A DWP spokesman said: “‘The Work Programme is set to be the one of the largest-ever payment by results programmes in the world, we expect to spend between £3-5bn helping to move claimants into employment over the life of the contract. By 2012 we expect it to be providing specialist support for around a million people.

“This is a real revolution in welfare-to-work, and will replace the previous failed programmes of the previous Government. Inevitably that will mean big changes in the welfare-to-work industry as it prepares for the new challenge of payment by results, but we expect the industry to grow over the next year in order to deliver success in this very new world of welfare-to-work support .”

Cathy Newman’s verdict

In Whitehall the talk may be of a welfare revolution, but the facts on the ground don’t at the moment bear that out.

People who have made a career out of advising the unemployed now face unemployment themselves. If the welfare overhaul was as radical as Ministers suggest, these advisers would surely be in demand, not on the dole. And the figures unearthed by FactCheck reveal the problem: Labour’s welfare schemes helped more of the unemployed last year than the Work Programme will this year.

That may change as the Government hits its stride. But in the meantime, the companies doing the heavy lifting will have to lay off valuable staff, causing potential problems in years to come.

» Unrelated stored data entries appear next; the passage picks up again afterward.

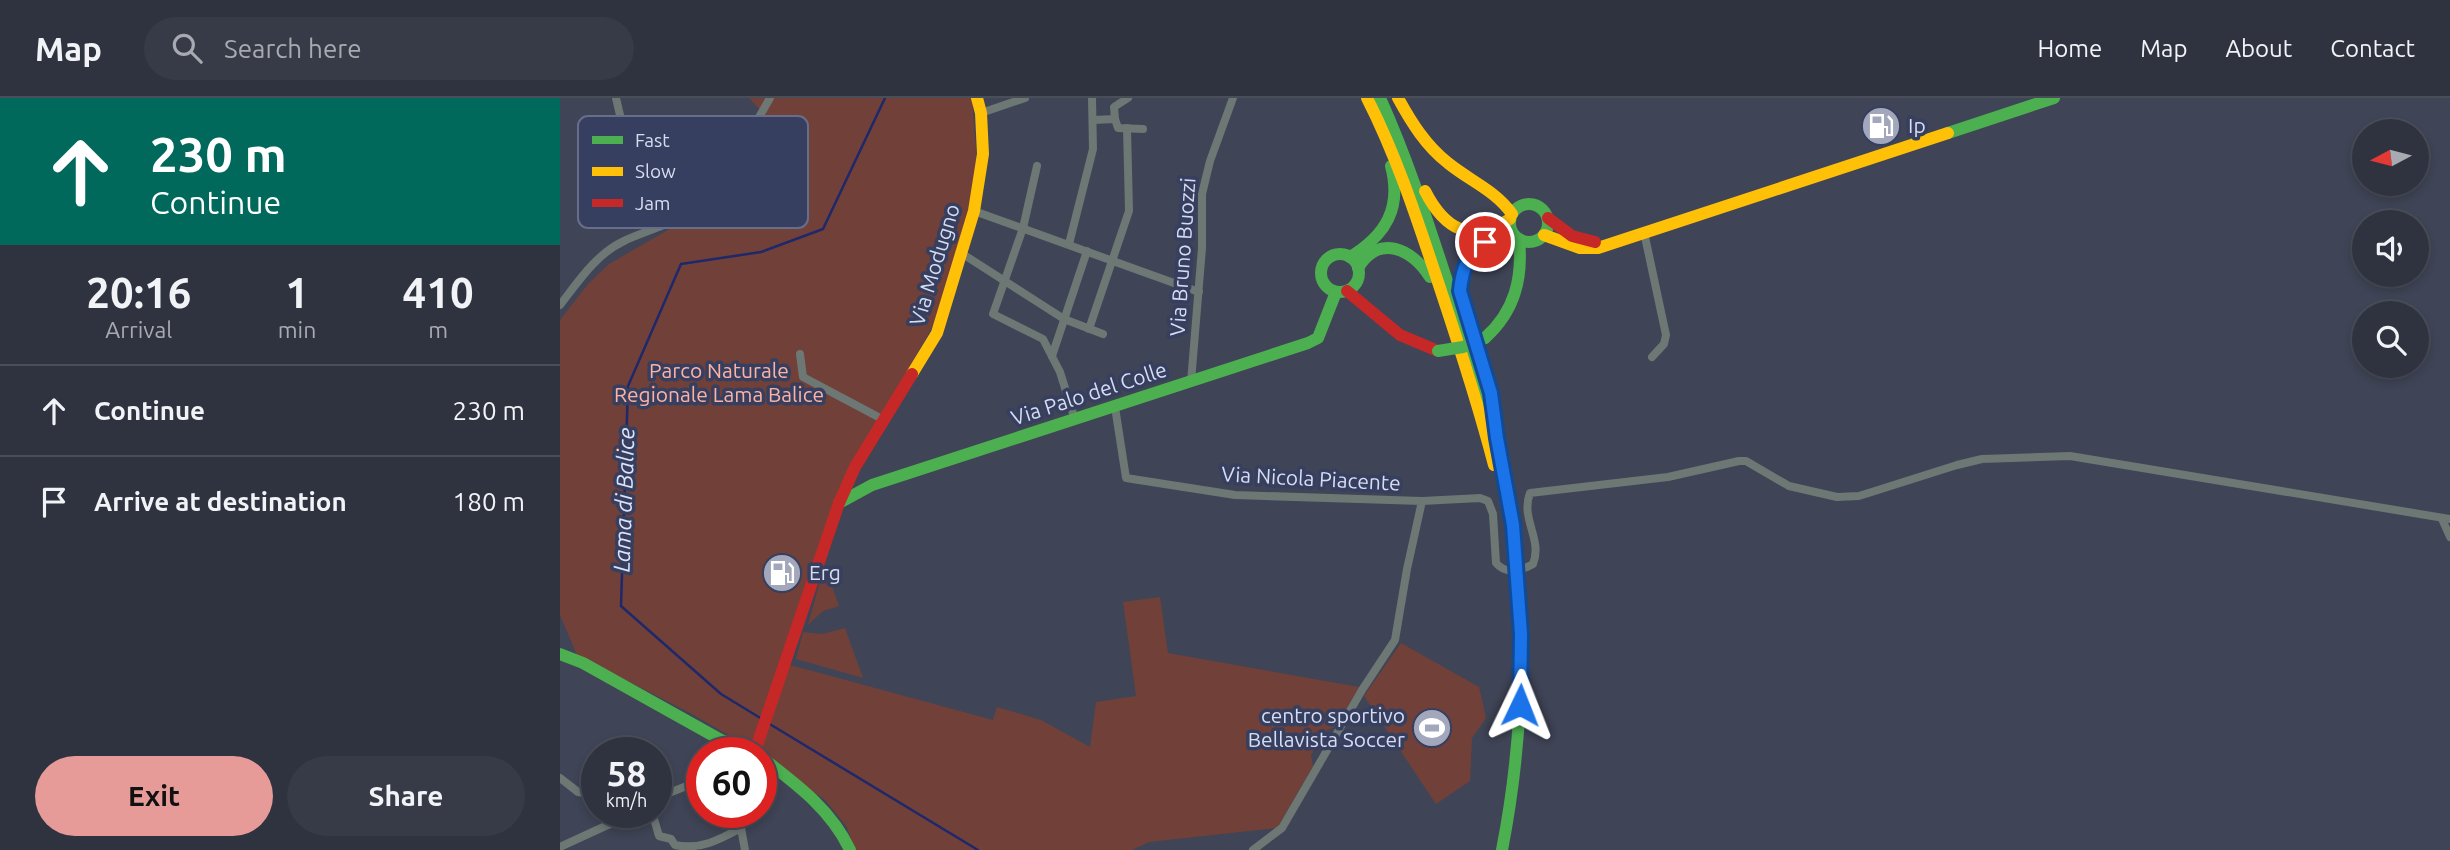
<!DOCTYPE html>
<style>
:root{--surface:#2f3340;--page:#373b47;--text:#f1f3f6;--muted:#a7aab1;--line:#4a4e59;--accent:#e69b98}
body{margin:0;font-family:Ubuntu,sans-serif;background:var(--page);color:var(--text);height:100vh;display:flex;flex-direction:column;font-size:26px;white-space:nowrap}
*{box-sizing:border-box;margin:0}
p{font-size:23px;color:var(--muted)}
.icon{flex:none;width:38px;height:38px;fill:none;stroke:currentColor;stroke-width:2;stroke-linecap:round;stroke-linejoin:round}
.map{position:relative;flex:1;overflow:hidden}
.drawer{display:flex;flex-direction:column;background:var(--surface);width:560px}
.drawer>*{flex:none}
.guide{background:#00695c;color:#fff;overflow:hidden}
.needle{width:46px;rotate:263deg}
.buttons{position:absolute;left:1792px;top:21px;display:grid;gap:14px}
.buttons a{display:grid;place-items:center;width:77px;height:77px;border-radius:50%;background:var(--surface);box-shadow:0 4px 10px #0003,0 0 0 2px var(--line);font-size:35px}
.speed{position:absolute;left:21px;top:639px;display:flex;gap:14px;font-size:35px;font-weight:700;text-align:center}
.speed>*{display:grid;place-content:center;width:91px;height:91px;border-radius:50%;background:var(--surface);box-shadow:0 4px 10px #0003,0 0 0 2px var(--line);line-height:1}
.speed small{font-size:18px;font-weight:400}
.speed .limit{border:10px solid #d22;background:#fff;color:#111}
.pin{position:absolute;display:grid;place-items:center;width:60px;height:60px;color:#fff;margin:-30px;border:4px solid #fff;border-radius:50%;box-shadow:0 2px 7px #0007}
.me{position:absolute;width:77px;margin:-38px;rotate:2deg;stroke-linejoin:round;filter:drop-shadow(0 0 5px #0008)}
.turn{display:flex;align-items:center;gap:24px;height:147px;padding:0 35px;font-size:32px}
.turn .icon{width:91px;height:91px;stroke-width:2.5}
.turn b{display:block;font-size:49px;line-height:60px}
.eta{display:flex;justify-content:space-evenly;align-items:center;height:119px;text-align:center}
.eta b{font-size:42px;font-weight:700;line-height:49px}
.primary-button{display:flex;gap:14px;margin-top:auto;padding:14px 35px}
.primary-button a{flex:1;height:80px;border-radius:42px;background:var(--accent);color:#111;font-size:28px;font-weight:700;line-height:80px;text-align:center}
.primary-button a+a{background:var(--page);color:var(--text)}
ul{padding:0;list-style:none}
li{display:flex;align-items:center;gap:21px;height:91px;padding:0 35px;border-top:2px solid var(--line)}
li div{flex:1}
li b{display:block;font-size:26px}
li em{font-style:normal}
header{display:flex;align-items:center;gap:42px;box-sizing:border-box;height:98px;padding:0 35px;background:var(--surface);border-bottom:2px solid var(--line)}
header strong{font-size:33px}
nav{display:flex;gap:38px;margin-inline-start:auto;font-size:24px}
.search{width:490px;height:63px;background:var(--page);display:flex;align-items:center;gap:18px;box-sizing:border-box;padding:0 24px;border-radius:38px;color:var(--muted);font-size:26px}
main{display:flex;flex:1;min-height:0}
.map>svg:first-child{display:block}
.green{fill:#714139}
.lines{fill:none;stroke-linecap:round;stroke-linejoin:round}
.stream{stroke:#1e286a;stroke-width:2.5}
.street{stroke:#6d7774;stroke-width:8}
.fast{stroke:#4caf50;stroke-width:12}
.slow{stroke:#ffc107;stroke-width:12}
.jam{stroke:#c62828;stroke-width:12}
.fast-bridge{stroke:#4caf50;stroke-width:12}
.route-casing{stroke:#114b97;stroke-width:18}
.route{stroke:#1a73e8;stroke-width:12}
.labels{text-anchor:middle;stroke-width:7;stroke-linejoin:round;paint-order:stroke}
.poi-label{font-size:21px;fill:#d7ddf1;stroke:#363f5f;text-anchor:start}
.street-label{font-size:21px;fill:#d7ddf1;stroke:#363f5f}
.park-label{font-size:21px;fill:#feb2a4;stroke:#363f5f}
.water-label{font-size:23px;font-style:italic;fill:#dce3f9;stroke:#363f5f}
.key{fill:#363f5f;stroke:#666e8b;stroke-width:2}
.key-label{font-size:19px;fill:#d7ddf1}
</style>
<header>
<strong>Map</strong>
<div class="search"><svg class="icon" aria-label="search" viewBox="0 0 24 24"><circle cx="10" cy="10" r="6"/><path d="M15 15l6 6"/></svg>Search here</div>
<nav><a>Home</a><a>Map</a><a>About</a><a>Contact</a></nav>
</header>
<main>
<section class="drawer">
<div class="guide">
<div class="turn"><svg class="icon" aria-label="ahead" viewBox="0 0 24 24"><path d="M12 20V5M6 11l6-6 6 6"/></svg><div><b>230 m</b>Continue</div></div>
</div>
<div class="eta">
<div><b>20:16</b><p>Arrival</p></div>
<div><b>1</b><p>min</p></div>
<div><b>410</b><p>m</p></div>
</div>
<ul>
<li><svg class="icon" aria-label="ahead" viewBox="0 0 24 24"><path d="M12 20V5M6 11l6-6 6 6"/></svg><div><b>Continue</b></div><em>230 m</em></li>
<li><svg class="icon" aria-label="arrive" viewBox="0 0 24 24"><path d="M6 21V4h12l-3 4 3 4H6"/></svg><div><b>Arrive at destination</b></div><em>180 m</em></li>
</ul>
<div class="primary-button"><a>Exit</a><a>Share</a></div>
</section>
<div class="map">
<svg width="1890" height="752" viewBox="0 0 1890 752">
<rect width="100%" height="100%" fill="#3f4456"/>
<g class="green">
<path d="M189 0H412L419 89 385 206 283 388 223 565 433 622 437 609 481 622 530 649 536 604 576 598 563 504 600 499 608 555 799 589 775 629 767 632 751 657 753 668 717 730 589 744 572 752H294L287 729 265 702 206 659 132 616 17 557 0 517V222L28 186 49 166 127 121 186 51 206 18Z"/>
<path d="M266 471 279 508 263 513 248 527 263 472Z"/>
<path d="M285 530 303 580 236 561 243 534 262 536Z"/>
<path d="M841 545 919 589 926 620 912 640 910 683 876 706 804 598Z"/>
</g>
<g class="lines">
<g class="stream">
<path d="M202 621 161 596 61 508 68 288 121 166 201 154 263 131 325 0"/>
<path d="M208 625 418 752"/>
</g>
<g class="street">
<path d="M56 0 78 94 84 108 101 128"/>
<path d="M421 15 465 0"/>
<path d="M555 21 554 9 568 0"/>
<path d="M533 22 555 21 558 30 583 31"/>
<path d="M477 68 463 130 433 216 483 241 500 274 515 322"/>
<path d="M414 113 639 194"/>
<path d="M1084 134 1106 237 1104 246 1092 259"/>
<path d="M509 146 533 51 532 0"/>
<path d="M401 155 504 221 543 236"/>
<path d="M0 207C18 184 36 156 64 143 85 133 109 128 127 113 164 83 187 40 210 0"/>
<path d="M529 231 569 113 567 30"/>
<path d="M240 256 243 279 324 322"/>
<path d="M492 258 527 153"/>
<path d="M631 284 642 150V96L650 63 673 0"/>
<path d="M555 309 566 380 675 397 862 403 847 471 835 542 802 592 722 730 693 752"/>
<path d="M862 403 920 400 928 403 933 416 936 465C946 477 961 473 973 466 983 441 960 421 970 395L1108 379 1179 363H1186L1229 388 1277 399 1299 398 1397 367 1422 361 1510 358 1890 421"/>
<path d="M1882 421 1890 439"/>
<path d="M0 680 18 694 37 697"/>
<path d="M96 700 142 682"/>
<path d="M92 714 99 738 111 741 115 747C141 752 159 742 181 730"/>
<path d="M0 749 52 725 88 714"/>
<path d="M185 752 181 730 186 714"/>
</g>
<g class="fast">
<path d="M820 0C848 62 868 125 889 189 907 246 929 303 941 362 968 489 967 624 942 752"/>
<path d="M1388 35 1494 0"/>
<circle cx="969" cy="125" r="19"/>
<circle cx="780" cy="175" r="19"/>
<path d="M790 159C826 137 842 110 831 68"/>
<path d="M798 170C819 135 852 151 870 179"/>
<path d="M903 208C896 166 912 144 954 137"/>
<path d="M925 240C955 213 963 180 959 141"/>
<path d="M279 405 312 387 748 245 758 240 776 194"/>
<path d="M0 556 23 565 161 642 196 654"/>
<path d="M201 659C236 686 271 711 290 752"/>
</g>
<g class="slow">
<path d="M807 0C837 59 857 121 878 184 898 244 918 305 934 367"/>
<path d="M838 0C851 24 866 48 888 65 910 83 935 92 952 116"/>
<path d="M865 93C885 132 911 146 950 121"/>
<path d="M984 137 1020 150H1038L1388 35"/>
<path d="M352 276 377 235 414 113 423 56 421 15 417 0"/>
</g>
<g class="jam">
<path d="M988 120 1012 138 1035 144"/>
<path d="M787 193 840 237 878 253"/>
<path d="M195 653 279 405 295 369 352 276"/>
</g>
<path class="fast-bridge" d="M878 253 903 249 925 240"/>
</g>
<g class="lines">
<g class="route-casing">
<path id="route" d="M925 144C907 157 902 172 900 193L931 295 937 340 953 427 961 536 960 607"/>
</g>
<use href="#route" class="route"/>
</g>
<defs>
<g id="fuel-disc" transform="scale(2.0125)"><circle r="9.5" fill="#a2a7bb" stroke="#363f5f"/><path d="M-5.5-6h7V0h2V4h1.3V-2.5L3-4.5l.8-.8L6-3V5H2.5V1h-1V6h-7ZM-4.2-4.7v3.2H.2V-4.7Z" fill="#fff"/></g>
<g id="stadium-disc" transform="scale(2.0125)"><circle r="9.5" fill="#a2a7bb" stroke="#363f5f"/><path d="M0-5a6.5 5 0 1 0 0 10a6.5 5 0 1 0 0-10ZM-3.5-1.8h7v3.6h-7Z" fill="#fff"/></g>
</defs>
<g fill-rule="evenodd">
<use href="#fuel-disc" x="1321" y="28"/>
<use href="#fuel-disc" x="222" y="475"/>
<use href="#stadium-disc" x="872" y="630"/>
</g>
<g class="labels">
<g class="poi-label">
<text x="1348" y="35">Ip</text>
<text x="249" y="482">Erg</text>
<text x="845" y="625" text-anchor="end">centro sportivo<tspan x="845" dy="24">Bellavista Soccer</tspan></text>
</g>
<g class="street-label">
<text transform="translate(623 159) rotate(-86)" y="7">Via Bruno Buozzi</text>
<text transform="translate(375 167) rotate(-73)" y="7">Via Modugno</text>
<text transform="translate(529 296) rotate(-18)" y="7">Via Palo del Colle</text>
<text transform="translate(751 381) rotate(3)" y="7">Via Nicola Piacente</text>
</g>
<g class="park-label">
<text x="159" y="280">Parco Naturale<tspan x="159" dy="24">Regionale Lama Balice</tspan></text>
</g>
<g class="water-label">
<text transform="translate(64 402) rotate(-88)" y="8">Lama di Balice</text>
</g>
</g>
<rect x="18" y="18" width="230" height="112" rx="10" class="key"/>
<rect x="32" y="38" width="31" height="8" fill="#4caf50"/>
<rect x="32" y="69" width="31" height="9" fill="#ffc107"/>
<rect x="32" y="101" width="31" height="8" fill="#c62828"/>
<g class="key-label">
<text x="75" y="49">Fast</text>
<text x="75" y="80">Slow</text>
<text x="75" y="112">Jam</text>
</g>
</svg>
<div class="buttons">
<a><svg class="needle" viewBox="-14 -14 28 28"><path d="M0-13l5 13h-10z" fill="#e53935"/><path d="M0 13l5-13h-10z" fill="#a7aab1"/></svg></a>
<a><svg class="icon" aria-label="sound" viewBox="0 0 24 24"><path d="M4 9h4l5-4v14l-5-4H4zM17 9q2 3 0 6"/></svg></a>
<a><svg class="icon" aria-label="search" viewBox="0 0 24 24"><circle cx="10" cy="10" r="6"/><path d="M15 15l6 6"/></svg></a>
</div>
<div class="speed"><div>58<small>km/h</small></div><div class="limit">60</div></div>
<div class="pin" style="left:925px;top:144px;background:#d93025"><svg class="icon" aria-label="arrive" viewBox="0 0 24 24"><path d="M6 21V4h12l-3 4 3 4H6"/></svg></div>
<svg class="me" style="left:960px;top:607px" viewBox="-20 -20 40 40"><path d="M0-17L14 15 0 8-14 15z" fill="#1a73e8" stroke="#fff" stroke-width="4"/></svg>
</div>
</main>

[*Update:  After we published this piece, DWP said they were unhappy with the comparison between the figures on the numbers of people on welfare-to-work schemes that they gave to Parliament and their projections for the numbers who will be helped by the Work Programme.
The department says an unspecified number of people who aren’t covered by the Work Programme will still be able to access services through JobCentre Plus as well. 
A spokesman said: “The appropriate comparison is with the number of people accessing specialist contracted support before and after the introduction of the Work Programme, and on this basis you will see that we expect more customers to access the Work Programme in its first ten months (june 2011-march 2012) than accessed specialist contracted employment provision through all of the employment programmes succeeded by the Work Programme in 2009/10.”
The Department says only 540,000 got “specialist contracted employment provision” under the last year of the Labour schemes the Work Programme is succeeding, and is standing by its prediction that 620,000 will get the same kind of help in the first ten months of the Work Programme. FactCheck, and the people who are contacting us on daily basis to tell us of more job losses in the welfare-to-work industry, will be keeping a careful eye on whether that forecast comes true.]